There's no shortage of ideas on how to make this circular square.
Former Princeton biotech chief executive officer Donald Drakeman was quoted in the Philadelphia Business Journal proposing last month that pharmaceutical corporations be pushed into repurposing technology that they have decided to shelve. Johnson & Johnson and Merck could produce their own start-ups in the same way that Harvard, MIT, Stanford, and Berkeley produce their own start-ups out of their research.
The Bayh-Dole Act's corporate counterpart would be this. According to the law, academic institutions and researchers were given ownership rights to government-funded innovations and discoveries.

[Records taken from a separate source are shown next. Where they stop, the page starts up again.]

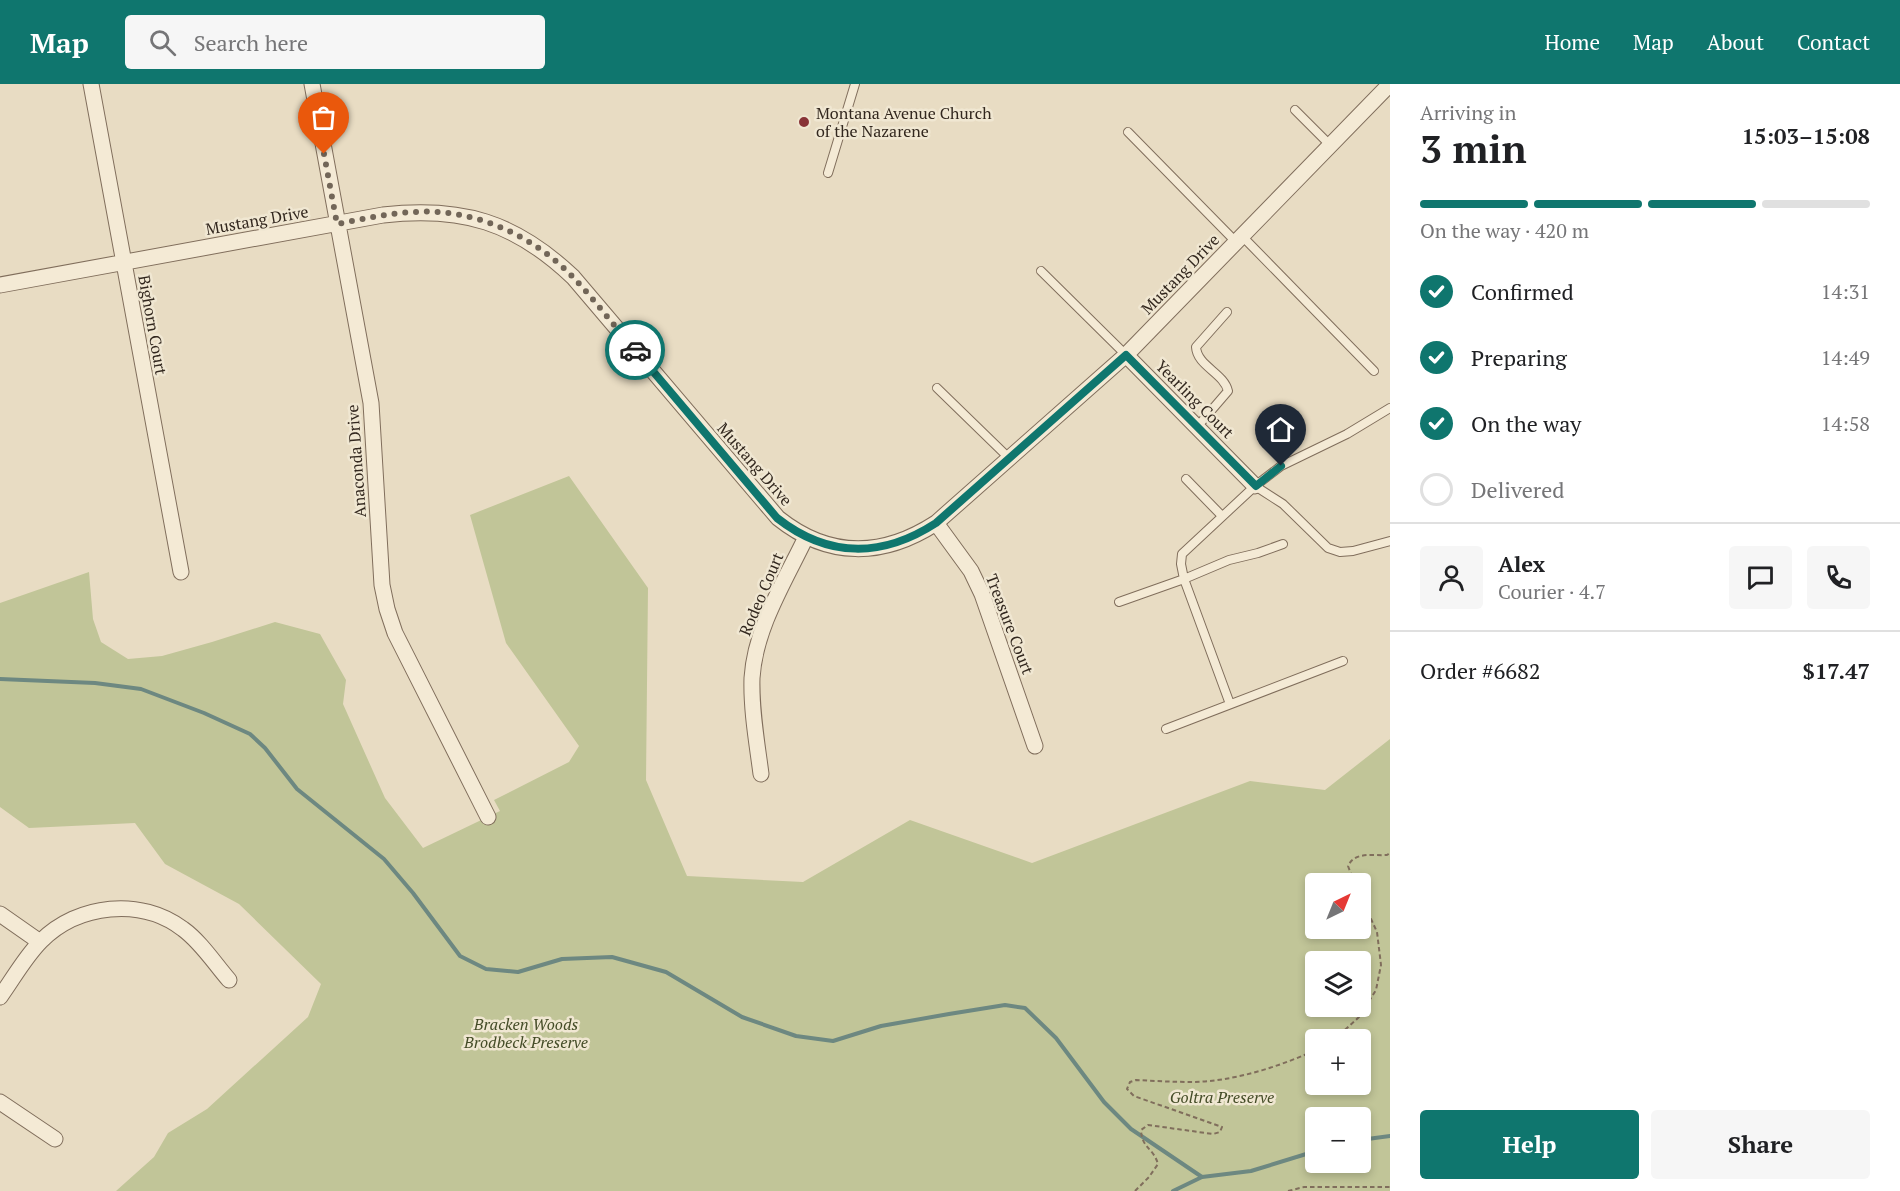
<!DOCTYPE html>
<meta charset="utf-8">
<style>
:root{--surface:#fff;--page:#f6f6f6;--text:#202124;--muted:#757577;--line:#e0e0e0;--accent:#0f766e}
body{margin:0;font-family:"PT Serif",serif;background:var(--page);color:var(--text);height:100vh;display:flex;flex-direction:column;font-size:22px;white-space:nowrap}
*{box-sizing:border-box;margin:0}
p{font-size:20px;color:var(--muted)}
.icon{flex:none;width:33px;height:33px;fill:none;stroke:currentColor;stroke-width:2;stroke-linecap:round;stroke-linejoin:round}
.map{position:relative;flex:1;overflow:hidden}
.drawer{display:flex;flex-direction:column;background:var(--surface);width:510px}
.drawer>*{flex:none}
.needle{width:39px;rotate:43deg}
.fabs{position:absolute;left:1305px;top:789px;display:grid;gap:12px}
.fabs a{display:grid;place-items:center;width:66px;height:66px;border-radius:6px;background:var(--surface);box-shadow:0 3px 9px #0003;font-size:30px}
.pin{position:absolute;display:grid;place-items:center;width:51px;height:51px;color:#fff;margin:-62px -26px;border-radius:50% 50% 50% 0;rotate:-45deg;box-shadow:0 0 6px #0007}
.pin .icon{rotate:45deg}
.courier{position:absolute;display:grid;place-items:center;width:60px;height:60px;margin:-30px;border:4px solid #0f766e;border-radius:50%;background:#fff;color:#222;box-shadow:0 2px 8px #0007}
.head em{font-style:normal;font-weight:600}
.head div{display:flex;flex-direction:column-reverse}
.head{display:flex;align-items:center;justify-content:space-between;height:102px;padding:0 30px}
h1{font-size:39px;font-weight:600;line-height:45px}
.bar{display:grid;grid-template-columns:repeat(4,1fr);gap:9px 6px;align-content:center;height:72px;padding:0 30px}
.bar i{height:8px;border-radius:4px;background:var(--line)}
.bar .selected{background:var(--accent)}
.bar p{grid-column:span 4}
.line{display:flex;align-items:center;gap:15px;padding:0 30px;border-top:2px solid var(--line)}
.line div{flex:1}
.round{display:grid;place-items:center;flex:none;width:63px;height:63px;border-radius:6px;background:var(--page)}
ol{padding:0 30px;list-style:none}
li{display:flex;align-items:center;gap:18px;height:66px}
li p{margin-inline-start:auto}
li .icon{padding:6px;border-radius:50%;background:var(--accent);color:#fff;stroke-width:4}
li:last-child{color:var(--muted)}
li i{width:33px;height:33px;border:3px solid var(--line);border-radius:50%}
.action{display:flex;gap:12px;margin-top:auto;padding:12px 30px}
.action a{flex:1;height:69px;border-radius:6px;background:var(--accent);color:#fff;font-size:24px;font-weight:600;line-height:69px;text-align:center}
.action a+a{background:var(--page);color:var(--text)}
header{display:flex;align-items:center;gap:36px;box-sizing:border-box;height:84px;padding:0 30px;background:var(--accent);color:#fff}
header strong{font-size:28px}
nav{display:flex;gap:33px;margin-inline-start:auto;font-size:21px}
.search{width:420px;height:54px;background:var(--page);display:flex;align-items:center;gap:15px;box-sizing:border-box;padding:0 21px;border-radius:6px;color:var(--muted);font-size:22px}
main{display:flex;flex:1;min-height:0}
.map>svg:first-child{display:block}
</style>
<header>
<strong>Map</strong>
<div class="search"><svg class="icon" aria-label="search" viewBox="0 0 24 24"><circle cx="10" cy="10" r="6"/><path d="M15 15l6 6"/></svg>Search here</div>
<nav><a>Home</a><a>Map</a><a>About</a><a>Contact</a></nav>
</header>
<main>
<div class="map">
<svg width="1390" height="1107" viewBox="0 0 1390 1107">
<rect width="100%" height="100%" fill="#e8dcc3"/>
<!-- green -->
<path fill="#c1c598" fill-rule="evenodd" d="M569 392 648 504 646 696 687 792 803 798 910 736 1032 779 1250 697 1325 706 1390 655V1107H116L154 1073 168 1049 207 1025 308 933 321 900 239 820 165 780 135 739 29 744 0 723V519L89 488 93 535 101 558 128 575 162 572 212 558 275 538 320 550 346 596 343 620 385 714 423 764 500 727 494 716 569 678 579 662 506 559 470 431ZM1316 800H1360V844H1316ZM1316 878H1360V922H1316ZM1316 956H1360V1000H1316ZM1316 1034H1360V1078H1316Z"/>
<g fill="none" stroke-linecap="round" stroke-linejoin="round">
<!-- stream -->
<path stroke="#6d8881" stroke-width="4" d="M0 595 95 599 141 605 204 629 250 650 265 664 297 705 384 775 413 809 460 872 486 885 518 888 562 875 612 873 666 888 742 933 796 952 833 957 881 942 949 930 1005 921 1025 924 1056 954 1104 1018 1131 1045 1202 1093
M1360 1056 1390 1052
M1173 1107 1202 1093 1251 1087 1316 1067"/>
<defs>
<path id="lane" d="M1295 26 1330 61
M1128 48 1236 158
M828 89 855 0
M1242 152 1374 287
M1041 187 1126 271
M937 304 1010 375
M1197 343 1228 307C1224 289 1197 282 1196 263L1227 228
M1186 395 1222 432
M1255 402 1283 420 1328 464 1340 468 1353 467 1390 457
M1119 518 1184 495 1229 476 1258 469 1283 460
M1230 620 1184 495 1181 480 1182 470 1255 402 1281 382 1347 350 1390 324
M1166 645 1343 577"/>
<path id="street" d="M91 0 181 488
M312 0 371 319 382 501 387 525 395 549 488 733
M0 201 383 131C462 122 515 138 573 193L778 434C828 474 882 474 936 439L1126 271 1390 0
M1126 271 1255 402
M936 439 971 487 982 510 1035 662
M761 690C757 659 751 626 752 594 755 544 785 497 806 453
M0 830 40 858
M0 913C13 895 25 873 41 857 78 820 141 813 183 845 201 858 215 880 229 896
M0 1018 55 1055"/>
</defs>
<!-- lane casing -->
<use href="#lane" stroke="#806e5c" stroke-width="10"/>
<!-- street casing -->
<use href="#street" stroke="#806e5c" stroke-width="17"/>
<!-- path -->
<path stroke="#806e5c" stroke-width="2" stroke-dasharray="4.5 3" stroke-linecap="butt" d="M1355 800 1348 782C1355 767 1373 772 1387 771L1390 769
M1334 956 1359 933 1376 906 1381 881 1377 848 1360 811
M1135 1107 1149 1093 1158 1080C1153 1063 1142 1065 1141 1046L1148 1041 1213 1050 1220 1048 1222 1043 1134 1012 1127 1005 1130 998 1136 996C1155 997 1174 998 1193 998 1235 997 1278 983 1316 966
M1288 1107 1304 1103H1390"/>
<!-- lane -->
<use href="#lane" stroke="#f4ead5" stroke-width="8"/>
<!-- street -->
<use href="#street" stroke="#f4ead5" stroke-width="15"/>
</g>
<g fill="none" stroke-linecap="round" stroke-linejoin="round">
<!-- done -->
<path stroke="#726658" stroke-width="6" stroke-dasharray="0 10.8" d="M324 70 337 140C363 135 389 129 415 128 473 124 532 151 572 192 594 215 614 242 635 266"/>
<!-- route -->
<path stroke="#0f766e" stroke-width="8" d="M635 266 777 434C828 474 882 474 936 439L1126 271 1256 402 1281 382"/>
</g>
<!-- markers -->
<circle fill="#883336" stroke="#f0e7d2" stroke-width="2" cx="804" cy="38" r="6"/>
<g text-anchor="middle" stroke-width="5" stroke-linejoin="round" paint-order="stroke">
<!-- poi labels -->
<g font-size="16" fill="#32271e" stroke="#f0e7d2" text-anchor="start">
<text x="816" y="35">Montana Avenue Church<tspan x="816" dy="18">of the Nazarene</tspan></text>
</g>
<!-- street labels -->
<g font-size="16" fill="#32271e" stroke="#f0e7d2">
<text transform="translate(257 136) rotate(-10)" y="6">Mustang Drive</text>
<text transform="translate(1180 190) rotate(-46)" y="6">Mustang Drive</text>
<text transform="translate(153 241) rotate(80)" y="6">Bighorn Court</text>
<text transform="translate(1195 315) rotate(45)" y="6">Yearling Court</text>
<text transform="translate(356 377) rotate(-94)" y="6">Anaconda Drive</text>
<text transform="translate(755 380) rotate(49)" y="6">Mustang Drive</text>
<text transform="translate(761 510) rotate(-67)" y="6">Rodeo Court</text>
<text transform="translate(1010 540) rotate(69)" y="6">Treasure Court</text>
</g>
<!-- park labels -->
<g font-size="16" font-style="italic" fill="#444c27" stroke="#f0e7d2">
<text x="526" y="946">Bracken Woods<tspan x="526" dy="18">Brodbeck Preserve</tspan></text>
<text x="1222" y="1019">Goltra Preserve</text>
</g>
</g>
</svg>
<div class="fabs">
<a><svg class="needle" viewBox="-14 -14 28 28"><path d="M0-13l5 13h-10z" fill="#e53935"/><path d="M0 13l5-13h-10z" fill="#757577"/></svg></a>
<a><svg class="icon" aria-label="layers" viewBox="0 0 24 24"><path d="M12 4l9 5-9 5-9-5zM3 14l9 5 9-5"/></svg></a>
<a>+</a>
<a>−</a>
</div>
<div class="pin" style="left:324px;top:70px;background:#ea580c"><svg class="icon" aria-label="bag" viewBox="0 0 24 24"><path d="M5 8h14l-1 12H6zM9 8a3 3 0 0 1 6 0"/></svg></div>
<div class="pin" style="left:1281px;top:382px;background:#1f2937"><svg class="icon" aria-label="home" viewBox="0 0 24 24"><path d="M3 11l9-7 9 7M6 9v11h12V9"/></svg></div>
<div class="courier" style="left:635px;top:266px"><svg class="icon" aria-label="car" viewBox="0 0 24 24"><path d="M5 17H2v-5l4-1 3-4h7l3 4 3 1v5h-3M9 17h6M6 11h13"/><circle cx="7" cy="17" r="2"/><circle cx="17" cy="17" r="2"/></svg></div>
</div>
<section class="drawer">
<div class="head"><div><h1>3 min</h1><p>Arriving in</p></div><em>15:03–15:08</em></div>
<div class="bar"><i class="selected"></i><i class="selected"></i><i class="selected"></i><i></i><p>On the way · 420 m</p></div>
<ol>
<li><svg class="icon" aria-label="check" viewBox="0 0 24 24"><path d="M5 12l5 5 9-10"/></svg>Confirmed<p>14:31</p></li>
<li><svg class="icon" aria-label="check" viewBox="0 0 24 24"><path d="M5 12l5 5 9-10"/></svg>Preparing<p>14:49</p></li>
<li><svg class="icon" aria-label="check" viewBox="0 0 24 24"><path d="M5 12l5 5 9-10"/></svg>On the way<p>14:58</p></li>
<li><i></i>Delivered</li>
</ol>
<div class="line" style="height:108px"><a class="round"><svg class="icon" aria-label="person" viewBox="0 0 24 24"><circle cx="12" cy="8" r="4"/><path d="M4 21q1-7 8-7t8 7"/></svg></a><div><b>Alex</b><p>Courier · 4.7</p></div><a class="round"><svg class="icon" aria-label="chat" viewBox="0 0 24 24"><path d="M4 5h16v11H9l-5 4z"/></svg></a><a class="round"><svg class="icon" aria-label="phone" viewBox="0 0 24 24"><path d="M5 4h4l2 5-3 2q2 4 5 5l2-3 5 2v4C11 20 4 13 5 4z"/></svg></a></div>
<div class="line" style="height:78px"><div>Order #6682</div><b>$17.47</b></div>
<div class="action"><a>Help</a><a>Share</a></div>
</section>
</main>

This sparked a surge of self-financing enterprise that had never been seen before.
Since then, the number of university patents has grown tenfold, and more than 2200 spinoff companies have been formed to monetize the results of research. They produced $40 billion in GDP and created 260,000 jobs as a result.
The Economist's Technology Quarterly estimates that for every $1 invested in research, up to $10,000 is required to get it to market. There should be a clear and mutually beneficial division of labor between government and private capital, with the government picking up the bill for fundamental research and the private sector taking on the remainder.
This, of course, presents a slew of controversial questions.
As a kind of covert subsidy, such a plan may make businesses dependent on the government for improvements in pure science. Pig-barrel politics and the imposition of "national objectives" will lead to a vast misallocation of precious resources in research. NASA is a tragic example of these hazards, with its "let's put a man on the moon (before the Soviets do)" mission and the pointless International Space Station.
Only science is a product of a person rather than a group effort, making it a valuable public asset. It's tough to overcome this internal struggle. As a general rule, why should the government's money be used to help entrepreneurs? An alternative strategy used by capitalists motivated by short-term gains is the creation of intellectual property rights (IPRs). Why would they, as obligated as they are to do so by their profession, provide this bountiful bounty to others?
Basic research and applied science have long had a tense relationship. Scientific discovery has grown in importance as monetary rewards for scientific discovery have increased and commercialization resources have risen. A great deal is at risk here, even the very future of science itself.
If governments were to stop funding fundamental research, it is probable that it would cease to exist. Applied science and entrepreneurialism would suffer if they micromanaged it. In light of the current status of both institutions and start-ups, it's a delicate balancing act.